Pada hari-hari di mana semua orang bisa bersuara dan memperjuangkan kepentingan perempuan, pernahkah kita bertanya: siapa sosok Kartini masa kini?
Ada banyak jawaban dan alasan, tapi (menjadi) Kartini di era kekinian adalah upaya kita agar perjuangan Kartini terus berlanjut.
Belum lagi zaman sekarang penerimaan masyarakat semakin terbuka pada berbagai peran perempuan.
Banyak contohnya untuk bisa mengapresiasi itu kini perempuan yang bekerja tidak lagi jadi suatu hal yang aneh, perempuan menjadi pemimpin, ataupun tetap menjadi ibu rumah tangga, misalnya.
Lantas seperti apa diskursus mengenai (perjuangan) Kartini beberapa tahun belakangan ini?
1. Selamat Hari Kartini: Habis Corona, Terbitlah Terang
Berangkat dari merayakan atau selebrasi hari Kartini, Kompasianer Rasawulan Sari Widuri bertujuan untuk memaknai perjuangan R.A Kartini.
Menurutnya, spirit dan semangat yang dituangkan dalam beberapa kutipan masih relevan dengan kondisi yang kita hadapi saat ini.

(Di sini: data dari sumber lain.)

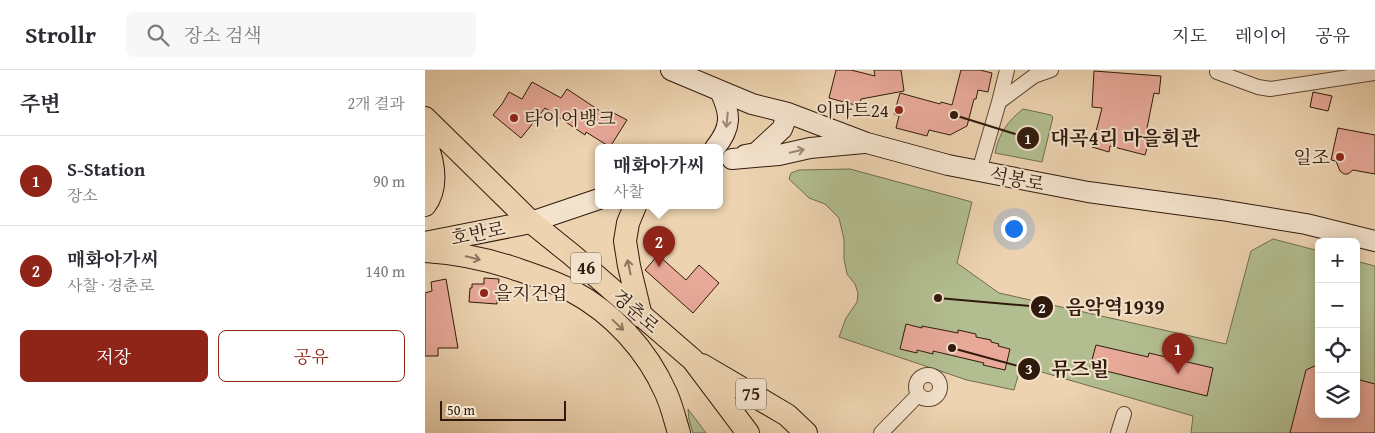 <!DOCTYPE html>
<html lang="ko">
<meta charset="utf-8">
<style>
body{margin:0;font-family:"Gentium Book Plus","Noto Serif KR",serif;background:#f7f7f7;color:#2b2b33}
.controls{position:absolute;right:15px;bottom:15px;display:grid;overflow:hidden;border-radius:8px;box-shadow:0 2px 12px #0003}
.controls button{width:45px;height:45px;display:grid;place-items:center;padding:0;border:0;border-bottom:1px solid #e1e1e2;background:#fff;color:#2b2b33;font:25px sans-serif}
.scale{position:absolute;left:15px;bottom:12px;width:126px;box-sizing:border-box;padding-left:5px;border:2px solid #301a0c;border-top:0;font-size:14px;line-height:18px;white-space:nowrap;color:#301a0c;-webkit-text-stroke:4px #f3e2cc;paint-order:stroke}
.you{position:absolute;left:588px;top:158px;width:18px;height:18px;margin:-12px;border:4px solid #fff;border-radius:50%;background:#1a73e8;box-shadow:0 0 0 8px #1a73e833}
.badge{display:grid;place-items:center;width:32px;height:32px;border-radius:50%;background:#8f2418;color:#fff;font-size:16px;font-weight:700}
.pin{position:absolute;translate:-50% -41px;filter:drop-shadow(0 1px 2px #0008)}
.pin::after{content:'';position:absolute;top:26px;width:18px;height:15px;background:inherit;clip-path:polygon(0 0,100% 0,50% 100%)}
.popup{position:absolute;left:170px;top:74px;width:128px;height:65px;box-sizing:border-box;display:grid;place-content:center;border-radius:8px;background:#fff;filter:drop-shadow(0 1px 4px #0005);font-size:16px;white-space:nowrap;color:#7c7c81}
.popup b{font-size:19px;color:#2b2b33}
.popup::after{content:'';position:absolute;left:50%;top:100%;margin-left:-10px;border:10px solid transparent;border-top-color:#fff}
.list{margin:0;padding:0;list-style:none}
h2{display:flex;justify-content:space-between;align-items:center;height:65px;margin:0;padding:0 20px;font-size:21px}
h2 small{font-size:16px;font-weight:400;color:#7c7c81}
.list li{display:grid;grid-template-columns:32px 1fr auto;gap:15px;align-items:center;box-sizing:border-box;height:90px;padding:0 20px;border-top:1px solid #e1e1e2}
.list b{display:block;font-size:19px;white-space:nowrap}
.list p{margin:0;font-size:16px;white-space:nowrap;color:#7c7c81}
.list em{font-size:16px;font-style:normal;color:#7c7c81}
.actions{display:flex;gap:10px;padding:15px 20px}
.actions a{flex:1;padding:11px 0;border:1px solid #8f2418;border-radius:8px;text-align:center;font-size:18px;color:#8f2418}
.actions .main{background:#8f2418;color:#fff}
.icon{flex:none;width:28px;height:28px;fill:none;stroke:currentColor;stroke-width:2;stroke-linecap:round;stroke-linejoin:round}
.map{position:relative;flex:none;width:950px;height:363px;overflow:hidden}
header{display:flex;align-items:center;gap:30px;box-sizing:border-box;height:70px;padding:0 25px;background:#fff;border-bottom:1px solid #e1e1e2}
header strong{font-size:24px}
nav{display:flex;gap:28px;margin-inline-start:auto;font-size:18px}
.search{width:350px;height:45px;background:#f7f7f7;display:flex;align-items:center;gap:12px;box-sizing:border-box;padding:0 18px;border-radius:8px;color:#7c7c81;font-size:19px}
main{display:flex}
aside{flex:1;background:#fff}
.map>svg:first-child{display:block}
.green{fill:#b2be90;stroke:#716c4e}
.building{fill:#e8a999;stroke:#301a0c}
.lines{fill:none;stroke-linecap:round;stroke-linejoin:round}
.minor-casing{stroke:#5f4835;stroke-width:16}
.secondary-casing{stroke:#301a0c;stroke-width:22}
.primary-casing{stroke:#301a0c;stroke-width:24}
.minor{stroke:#f3e2cc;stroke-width:14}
.secondary{stroke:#f3e2cc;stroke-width:20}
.primary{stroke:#edd3b0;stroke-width:22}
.oneway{stroke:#9b8876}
.oneway2{stroke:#8e765e}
.poi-dot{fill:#8f2418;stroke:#f3e2cc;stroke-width:2}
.labels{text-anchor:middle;stroke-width:4;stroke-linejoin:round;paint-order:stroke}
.shield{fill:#f3e2cc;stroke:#6a5646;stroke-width:1}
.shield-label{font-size:18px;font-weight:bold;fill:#301a0c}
.poi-label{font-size:19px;fill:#301a0c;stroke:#f3e2cc;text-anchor:end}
.street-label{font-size:19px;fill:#301a0c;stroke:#f3e2cc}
.leader{fill:none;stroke:#301a0c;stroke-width:2}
.callout-dot{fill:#301a0c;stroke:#f3e2cc;stroke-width:2}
.mark-label{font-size:15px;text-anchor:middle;font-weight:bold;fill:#fff}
.callout-label{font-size:20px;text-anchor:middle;font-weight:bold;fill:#301a0c;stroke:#f3e2cc;stroke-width:4;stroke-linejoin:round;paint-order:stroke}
</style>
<header>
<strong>Strollr</strong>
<div class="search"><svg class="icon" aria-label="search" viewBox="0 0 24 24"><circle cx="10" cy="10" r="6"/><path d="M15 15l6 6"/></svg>장소 검색</div>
<nav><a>지도</a><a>레이어</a><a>공유</a></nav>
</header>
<main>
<aside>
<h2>주변<small>2개 결과</small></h2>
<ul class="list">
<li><span class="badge">1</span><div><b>S-Station</b><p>장소</p></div><em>90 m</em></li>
<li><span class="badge">2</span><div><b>매화아가씨</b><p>사찰 · 경춘로</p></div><em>140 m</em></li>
</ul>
<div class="actions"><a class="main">저장</a><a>공유</a></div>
</aside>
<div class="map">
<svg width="950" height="363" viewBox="0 0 950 363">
<rect width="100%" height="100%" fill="#edd3b0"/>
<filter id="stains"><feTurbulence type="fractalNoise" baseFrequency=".004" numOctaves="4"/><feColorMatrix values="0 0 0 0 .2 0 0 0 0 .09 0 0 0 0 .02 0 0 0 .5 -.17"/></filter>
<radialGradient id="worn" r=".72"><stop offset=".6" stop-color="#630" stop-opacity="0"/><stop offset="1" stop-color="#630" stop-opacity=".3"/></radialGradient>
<path class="green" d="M598,39L626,45L628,47L617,92L570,83C574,63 583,51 598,39Z
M425,99L547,132L532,193L574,223L801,274L826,181L848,169L894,181V344H931V191L950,196V363H766L768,346L596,296L589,320L542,310L414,267L421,248L432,232L433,223L430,214L422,204L419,189V169L414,148L400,134L384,128L364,109L366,103L374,100Z
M263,339L281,363H268L264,350Z"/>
<path class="building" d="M411,0H426L450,6L449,0H476L479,21L436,29L434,36L404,28Z
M536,0H555L567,3L563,22L553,20L551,29H549L542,56L525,65L504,60L502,66L471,58L474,46L469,44L475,23L515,34L516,32L527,35Z
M669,1L736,6L734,24L729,23L721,63L726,64L720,85L685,76L684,82L667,77L677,38L667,37Z
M107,12L136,28L142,19L181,45L183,40L202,50L185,77L161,62L160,65L120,38L96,68L68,45L77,34L84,22L97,29Z
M888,22L907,26L903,41L885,37Z
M913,58L950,65V104L928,100L923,104H919L915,101L911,91L906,90Z
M233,185L261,210L274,195L294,213L268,243L220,200Z
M59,208L74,209L72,234L44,232L45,218H47V214H59Z
M21,209L33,278H13V286H0V223L7,221L6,212Z
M481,254L497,258V256L533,263V260L551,264V267L566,270V272L574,274L573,276L585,279L580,300L558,295L559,293L508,281V284L492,280V283L475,279Z
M671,275L723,287L724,283L788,298L782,326L665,297Z
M894,294V344H931V309L950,314V363H865L881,300Z"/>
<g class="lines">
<defs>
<path id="minor" d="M792,2L833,17L845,19L950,3
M574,32L582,0
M554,101L574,32L609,6L626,0
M491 317a12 12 0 1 1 24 0a12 12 0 1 1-24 0Z
M456,363L493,325
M693,363L699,344"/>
<path id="secondary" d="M246,0L327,34L363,43L442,73L523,95L663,122L796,140L881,154L950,171
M290,78C307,57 306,44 295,21
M320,85L331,83L357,59L363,43
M307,89L354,85L385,78L439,73
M106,152L174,129"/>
<path id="primary" d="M0,48L106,152L147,185L268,290L323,363
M0,70C8,90 14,116 0,135
M210,136L203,153L200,171L204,196L216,246
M0,173L106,152
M0,181C33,183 66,190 97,201C114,207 131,212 147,221C188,243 222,280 241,323C247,336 250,350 254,363
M277,295L362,345L381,363"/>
</defs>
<use href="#minor" class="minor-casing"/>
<use href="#secondary" class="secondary-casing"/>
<use href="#primary" class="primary-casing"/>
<use href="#minor" class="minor"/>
<use href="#secondary" class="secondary"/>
<use href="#primary" class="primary"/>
</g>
<defs><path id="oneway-shaft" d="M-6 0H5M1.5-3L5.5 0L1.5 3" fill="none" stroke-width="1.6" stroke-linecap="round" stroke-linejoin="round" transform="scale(1.25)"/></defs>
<g class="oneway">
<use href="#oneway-shaft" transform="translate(302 50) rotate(96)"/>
<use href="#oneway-shaft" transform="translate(372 81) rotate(-13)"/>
</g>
<g class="oneway2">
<use href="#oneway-shaft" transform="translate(48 188) rotate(13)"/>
<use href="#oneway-shaft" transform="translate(204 197) rotate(-102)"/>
<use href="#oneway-shaft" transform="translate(193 255) rotate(43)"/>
</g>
<g class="poi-dot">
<circle cx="474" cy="40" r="5"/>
<circle cx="89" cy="48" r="5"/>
<circle cx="915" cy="87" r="5"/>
<circle cx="59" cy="223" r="5"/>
</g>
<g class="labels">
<g class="shield">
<rect x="146" y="182.5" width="30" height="31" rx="4"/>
<rect x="311" y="308.5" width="30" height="31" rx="4"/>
</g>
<g class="shield-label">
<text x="161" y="204">46</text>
<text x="326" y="330">75</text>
</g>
<g class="poi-label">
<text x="464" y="47">이마트24</text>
<text x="99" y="55" text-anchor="start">타이어뱅크</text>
<text x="905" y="94">일조</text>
<text x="69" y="230" text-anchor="start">을지건업</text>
</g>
<g class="street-label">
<text transform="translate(592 109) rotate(11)" y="7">석봉로</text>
<text transform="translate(53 163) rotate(-11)" y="7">호반로</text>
<text transform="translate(211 241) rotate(41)" y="7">경춘로</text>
</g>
</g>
<path class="leader" d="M529 45L603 68M513 228L617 237M527 278L604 299"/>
<g class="callout-dot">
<circle cx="529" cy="45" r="5"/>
<circle cx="513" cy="228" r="5"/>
<circle cx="527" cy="278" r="5"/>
<circle cx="603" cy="68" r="12"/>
<circle cx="617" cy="237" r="12"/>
<circle cx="604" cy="299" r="12"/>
</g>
<g class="mark-label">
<text x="603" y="74">1</text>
<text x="617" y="243">2</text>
<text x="604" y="304">3</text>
</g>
<g class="callout-label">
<text x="700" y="75">대곡4리 마을회관</text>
<text x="690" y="244">음악역1939</text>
<text x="655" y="306">뮤즈빌</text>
</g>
<rect width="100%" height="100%" filter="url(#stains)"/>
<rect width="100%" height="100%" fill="url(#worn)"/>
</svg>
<div class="controls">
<button>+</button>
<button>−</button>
<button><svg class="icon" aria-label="locate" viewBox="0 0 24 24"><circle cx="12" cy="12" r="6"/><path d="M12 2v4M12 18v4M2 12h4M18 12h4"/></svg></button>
<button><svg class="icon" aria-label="layers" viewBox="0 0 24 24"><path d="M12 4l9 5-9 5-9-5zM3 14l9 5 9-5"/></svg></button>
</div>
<div class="scale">50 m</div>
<div class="you"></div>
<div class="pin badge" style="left:753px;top:304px">1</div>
<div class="pin badge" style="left:234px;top:197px">2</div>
<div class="popup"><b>매화아가씨</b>사찰</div>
</div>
</main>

"Pandemi corona memang hal buruk untuk sebagian orang. Namun hikmah yang dapat kita petik jauh lebih banyak," tulisnya.
Caranya adalah tahu bagaimana kita bersikap yang harus kita punya saat ini dengan jangan mengeluh dengan keadaan.
2. Menjadi Kartini Milenial
Generasi Milenial sebagai kaum yang mendominasi kelompok usia produktif saat ini tentunya memiliki banyak tantangan yang harus dihadapi.
Apalagi untuk para wanita milenial, Kompasianer Irmina Gultom menjelaskan bahwa masih ada yang bisa dilakukan untuk meneruskan perjuangan R.A. Kartini di masa sekarang.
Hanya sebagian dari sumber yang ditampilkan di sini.